---------- Source data
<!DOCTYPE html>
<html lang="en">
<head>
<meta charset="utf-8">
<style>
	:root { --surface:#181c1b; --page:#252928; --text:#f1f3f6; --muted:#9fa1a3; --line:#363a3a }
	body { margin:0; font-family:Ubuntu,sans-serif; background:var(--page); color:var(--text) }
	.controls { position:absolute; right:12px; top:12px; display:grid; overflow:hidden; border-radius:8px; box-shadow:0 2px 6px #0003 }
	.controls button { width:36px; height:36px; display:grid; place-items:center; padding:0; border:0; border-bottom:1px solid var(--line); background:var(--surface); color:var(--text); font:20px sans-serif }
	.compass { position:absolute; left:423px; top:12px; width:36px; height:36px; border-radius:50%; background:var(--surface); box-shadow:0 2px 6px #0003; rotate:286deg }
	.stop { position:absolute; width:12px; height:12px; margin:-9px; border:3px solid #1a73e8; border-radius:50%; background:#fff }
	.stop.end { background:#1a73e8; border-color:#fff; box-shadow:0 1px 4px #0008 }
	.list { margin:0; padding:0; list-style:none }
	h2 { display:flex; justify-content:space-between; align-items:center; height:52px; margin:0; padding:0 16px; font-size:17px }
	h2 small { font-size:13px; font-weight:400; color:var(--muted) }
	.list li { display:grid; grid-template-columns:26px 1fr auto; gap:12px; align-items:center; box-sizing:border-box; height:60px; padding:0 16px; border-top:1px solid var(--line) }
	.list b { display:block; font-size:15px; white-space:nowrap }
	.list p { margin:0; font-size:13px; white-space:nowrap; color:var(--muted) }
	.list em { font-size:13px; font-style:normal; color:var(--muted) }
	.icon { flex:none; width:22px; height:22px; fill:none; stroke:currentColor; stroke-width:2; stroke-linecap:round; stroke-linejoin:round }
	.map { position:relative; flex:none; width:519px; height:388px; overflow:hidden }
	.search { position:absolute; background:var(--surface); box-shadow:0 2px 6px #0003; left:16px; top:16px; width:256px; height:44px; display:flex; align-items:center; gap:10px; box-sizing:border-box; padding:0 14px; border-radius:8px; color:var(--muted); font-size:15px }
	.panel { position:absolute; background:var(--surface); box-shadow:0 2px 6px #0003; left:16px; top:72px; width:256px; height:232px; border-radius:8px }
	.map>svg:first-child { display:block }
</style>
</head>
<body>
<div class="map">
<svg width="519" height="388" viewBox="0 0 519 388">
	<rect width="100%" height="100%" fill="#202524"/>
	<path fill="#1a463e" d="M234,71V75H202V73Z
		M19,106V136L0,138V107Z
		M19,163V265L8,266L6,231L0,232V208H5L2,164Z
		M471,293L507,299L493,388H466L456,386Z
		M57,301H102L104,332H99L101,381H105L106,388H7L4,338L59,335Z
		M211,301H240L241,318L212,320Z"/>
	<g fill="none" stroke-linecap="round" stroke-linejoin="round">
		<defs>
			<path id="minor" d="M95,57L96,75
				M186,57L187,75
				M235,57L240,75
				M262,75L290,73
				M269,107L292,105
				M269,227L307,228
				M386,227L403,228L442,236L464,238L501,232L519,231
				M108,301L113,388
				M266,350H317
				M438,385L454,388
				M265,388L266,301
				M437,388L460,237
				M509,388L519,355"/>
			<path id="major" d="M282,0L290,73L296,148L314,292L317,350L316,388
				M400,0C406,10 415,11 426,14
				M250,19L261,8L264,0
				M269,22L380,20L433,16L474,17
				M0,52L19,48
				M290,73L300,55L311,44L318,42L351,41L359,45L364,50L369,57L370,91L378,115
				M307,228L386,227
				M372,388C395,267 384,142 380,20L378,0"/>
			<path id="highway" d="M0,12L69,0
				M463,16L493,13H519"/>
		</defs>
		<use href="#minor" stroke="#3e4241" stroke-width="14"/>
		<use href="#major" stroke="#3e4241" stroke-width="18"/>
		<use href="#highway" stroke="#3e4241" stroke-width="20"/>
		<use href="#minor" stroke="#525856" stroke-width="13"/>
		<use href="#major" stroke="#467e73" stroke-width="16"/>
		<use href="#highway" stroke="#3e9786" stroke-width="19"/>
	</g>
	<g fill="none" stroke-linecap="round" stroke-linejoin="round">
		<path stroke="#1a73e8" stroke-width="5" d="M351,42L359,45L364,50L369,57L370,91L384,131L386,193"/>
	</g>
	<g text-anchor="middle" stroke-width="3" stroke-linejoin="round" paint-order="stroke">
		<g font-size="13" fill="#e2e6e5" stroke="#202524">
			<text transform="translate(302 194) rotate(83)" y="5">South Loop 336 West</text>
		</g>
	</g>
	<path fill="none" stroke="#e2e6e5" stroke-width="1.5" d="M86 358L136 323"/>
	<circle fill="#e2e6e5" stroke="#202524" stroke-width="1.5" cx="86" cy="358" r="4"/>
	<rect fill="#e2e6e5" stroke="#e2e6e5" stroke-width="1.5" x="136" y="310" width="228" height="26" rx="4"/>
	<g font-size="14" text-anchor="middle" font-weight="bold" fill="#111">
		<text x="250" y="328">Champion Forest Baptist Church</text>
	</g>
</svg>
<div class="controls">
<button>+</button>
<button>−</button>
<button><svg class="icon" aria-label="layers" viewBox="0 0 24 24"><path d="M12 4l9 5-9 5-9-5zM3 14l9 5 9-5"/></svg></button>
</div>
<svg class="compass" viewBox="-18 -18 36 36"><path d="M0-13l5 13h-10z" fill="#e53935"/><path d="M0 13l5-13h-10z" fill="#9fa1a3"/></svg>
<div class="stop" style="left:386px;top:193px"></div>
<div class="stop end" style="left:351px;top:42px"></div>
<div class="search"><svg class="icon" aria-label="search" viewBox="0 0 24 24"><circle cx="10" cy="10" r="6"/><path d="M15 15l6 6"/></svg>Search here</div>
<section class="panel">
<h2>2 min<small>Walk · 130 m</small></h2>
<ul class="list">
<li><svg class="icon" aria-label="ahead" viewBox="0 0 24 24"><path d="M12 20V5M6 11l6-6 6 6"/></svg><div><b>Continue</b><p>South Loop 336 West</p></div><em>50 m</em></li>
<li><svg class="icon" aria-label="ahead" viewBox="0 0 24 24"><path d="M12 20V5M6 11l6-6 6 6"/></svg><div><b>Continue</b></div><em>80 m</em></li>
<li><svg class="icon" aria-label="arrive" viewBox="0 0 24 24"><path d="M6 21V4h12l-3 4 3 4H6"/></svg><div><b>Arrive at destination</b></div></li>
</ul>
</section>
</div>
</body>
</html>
--------------------
◆ Task statement
From the entries above, extract only the lines running from the one containing "M471,293L507,299L493,388H466L456,386Z" through the one containing "M108,301L113,388", inclusive.

◆ Task result
		M471,293L507,299L493,388H466L456,386Z
		M57,301H102L104,332H99L101,381H105L106,388H7L4,338L59,335Z
		M211,301H240L241,318L212,320Z"/>
	<g fill="none" stroke-linecap="round" stroke-linejoin="round">
		<defs>
			<path id="minor" d="M95,57L96,75
				M186,57L187,75
				M235,57L240,75
				M262,75L290,73
				M269,107L292,105
				M269,227L307,228
				M386,227L403,228L442,236L464,238L501,232L519,231
				M108,301L113,388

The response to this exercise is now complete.